[DATASET RECORDS]
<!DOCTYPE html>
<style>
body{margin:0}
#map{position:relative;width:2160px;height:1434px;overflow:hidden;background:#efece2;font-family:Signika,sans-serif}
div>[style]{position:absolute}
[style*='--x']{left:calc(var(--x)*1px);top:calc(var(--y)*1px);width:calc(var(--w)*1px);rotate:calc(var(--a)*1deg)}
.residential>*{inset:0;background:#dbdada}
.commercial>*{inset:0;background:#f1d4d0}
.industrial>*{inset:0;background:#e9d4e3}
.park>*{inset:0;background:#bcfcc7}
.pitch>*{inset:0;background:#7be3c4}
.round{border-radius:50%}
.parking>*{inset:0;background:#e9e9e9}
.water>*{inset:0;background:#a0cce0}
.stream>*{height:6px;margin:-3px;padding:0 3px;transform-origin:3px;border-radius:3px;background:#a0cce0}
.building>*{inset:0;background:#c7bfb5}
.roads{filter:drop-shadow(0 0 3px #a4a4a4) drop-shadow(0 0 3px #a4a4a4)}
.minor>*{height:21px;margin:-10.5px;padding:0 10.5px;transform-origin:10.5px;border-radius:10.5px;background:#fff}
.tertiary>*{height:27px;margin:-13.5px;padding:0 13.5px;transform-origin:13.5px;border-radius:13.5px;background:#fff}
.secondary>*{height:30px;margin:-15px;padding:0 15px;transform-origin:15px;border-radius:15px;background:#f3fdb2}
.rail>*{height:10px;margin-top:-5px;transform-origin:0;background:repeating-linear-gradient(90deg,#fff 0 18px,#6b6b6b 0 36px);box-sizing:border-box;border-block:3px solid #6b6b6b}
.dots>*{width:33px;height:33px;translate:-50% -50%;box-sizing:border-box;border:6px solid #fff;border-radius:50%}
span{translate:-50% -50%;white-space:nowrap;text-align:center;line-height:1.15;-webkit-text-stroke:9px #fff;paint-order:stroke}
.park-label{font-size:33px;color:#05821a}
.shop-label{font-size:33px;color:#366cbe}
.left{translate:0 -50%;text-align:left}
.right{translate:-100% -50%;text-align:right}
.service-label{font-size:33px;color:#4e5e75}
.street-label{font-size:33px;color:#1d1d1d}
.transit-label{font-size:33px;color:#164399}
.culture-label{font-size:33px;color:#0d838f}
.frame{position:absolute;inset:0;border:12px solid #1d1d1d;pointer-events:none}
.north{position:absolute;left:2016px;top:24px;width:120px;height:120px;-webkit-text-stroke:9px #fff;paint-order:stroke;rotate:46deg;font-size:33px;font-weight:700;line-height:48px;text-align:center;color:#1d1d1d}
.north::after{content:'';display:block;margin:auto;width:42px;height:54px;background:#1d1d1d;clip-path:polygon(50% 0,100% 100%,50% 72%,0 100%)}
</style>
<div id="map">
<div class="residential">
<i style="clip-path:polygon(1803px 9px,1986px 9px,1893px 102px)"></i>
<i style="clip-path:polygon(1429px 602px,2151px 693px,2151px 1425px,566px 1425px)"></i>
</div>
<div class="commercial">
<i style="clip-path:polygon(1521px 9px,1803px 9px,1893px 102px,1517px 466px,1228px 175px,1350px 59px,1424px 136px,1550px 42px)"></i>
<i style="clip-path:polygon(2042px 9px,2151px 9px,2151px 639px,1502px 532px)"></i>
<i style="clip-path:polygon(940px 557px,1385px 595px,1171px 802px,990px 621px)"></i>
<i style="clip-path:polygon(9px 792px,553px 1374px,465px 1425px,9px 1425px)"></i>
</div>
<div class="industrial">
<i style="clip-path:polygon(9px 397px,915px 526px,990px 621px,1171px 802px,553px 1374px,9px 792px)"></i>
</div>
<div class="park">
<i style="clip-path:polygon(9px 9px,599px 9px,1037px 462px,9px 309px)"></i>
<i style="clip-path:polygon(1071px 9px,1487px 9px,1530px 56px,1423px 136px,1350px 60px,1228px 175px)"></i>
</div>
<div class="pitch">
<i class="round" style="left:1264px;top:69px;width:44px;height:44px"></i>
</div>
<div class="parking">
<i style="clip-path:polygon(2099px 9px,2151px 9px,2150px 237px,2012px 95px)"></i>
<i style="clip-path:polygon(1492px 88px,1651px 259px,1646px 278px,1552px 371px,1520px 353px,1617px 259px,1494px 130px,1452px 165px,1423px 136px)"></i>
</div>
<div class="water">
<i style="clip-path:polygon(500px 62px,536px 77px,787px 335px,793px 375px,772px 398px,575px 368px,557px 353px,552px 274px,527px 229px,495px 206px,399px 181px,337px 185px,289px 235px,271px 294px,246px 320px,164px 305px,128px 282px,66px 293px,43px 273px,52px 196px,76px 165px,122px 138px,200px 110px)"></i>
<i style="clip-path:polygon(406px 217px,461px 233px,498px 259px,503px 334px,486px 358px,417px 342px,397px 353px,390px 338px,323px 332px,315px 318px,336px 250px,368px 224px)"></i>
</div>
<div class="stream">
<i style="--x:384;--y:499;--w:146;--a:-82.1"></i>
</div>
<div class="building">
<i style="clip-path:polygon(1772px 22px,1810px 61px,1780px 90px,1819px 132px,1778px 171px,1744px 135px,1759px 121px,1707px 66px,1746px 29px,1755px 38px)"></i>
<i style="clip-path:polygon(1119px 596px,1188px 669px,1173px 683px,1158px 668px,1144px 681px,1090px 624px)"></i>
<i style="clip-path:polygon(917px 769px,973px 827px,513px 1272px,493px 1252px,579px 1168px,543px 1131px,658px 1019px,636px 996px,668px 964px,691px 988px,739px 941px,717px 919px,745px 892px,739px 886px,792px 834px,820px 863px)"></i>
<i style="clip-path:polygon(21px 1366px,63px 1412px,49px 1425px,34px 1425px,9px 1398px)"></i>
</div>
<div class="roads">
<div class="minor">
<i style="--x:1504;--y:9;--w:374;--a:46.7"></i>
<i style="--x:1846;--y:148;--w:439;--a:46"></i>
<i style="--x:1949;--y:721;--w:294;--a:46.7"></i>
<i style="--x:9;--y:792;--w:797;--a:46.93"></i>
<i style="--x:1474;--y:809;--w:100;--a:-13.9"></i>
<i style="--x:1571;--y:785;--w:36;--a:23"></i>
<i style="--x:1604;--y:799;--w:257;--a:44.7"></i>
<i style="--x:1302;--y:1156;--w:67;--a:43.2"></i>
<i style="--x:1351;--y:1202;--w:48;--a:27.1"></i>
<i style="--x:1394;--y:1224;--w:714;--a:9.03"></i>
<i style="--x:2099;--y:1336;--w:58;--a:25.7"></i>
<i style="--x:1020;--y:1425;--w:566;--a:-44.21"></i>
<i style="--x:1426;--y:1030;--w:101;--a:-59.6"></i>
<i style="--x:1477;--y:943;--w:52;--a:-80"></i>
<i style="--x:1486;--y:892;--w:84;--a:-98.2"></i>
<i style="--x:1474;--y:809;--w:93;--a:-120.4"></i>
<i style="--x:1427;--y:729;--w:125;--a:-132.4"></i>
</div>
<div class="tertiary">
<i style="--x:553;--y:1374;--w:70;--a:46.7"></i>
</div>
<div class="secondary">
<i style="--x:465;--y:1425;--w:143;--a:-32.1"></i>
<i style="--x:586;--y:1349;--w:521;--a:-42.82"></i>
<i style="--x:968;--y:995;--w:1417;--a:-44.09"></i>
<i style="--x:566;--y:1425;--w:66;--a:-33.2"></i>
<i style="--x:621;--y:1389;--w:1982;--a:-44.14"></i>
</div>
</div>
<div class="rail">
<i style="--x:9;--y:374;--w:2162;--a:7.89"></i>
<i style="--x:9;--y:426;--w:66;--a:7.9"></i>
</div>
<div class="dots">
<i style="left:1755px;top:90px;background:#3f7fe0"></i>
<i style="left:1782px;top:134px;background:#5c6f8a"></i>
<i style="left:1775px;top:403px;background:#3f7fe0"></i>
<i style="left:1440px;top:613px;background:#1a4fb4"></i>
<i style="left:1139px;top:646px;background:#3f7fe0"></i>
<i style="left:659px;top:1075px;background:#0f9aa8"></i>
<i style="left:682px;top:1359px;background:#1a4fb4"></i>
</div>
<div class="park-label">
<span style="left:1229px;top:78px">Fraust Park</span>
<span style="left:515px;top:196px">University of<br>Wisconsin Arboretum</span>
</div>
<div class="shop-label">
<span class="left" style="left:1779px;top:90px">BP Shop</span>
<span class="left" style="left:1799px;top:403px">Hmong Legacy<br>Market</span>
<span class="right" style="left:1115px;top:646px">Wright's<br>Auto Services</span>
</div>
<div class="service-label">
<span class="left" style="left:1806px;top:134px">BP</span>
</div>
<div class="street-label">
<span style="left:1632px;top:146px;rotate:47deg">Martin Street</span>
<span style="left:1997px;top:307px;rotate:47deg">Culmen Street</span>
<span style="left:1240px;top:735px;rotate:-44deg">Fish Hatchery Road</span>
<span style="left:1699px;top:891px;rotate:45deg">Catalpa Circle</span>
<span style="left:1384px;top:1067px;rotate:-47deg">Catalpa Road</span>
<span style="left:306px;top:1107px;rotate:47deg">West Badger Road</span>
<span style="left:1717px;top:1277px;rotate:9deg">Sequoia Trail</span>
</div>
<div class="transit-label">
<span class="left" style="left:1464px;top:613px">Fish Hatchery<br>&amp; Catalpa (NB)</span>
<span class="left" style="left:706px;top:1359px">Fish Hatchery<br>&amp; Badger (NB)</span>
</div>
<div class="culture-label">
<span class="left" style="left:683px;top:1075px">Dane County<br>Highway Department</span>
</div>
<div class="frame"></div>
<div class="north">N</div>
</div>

[WORK ORDER] Scan the entries above for the word "stream" and collect each line holding it.

[ANSWER SPACE]
.stream>*{height:6px;margin:-3px;padding:0 3px;transform-origin:3px;border-radius:3px;background:#a0cce0}
<div class="stream">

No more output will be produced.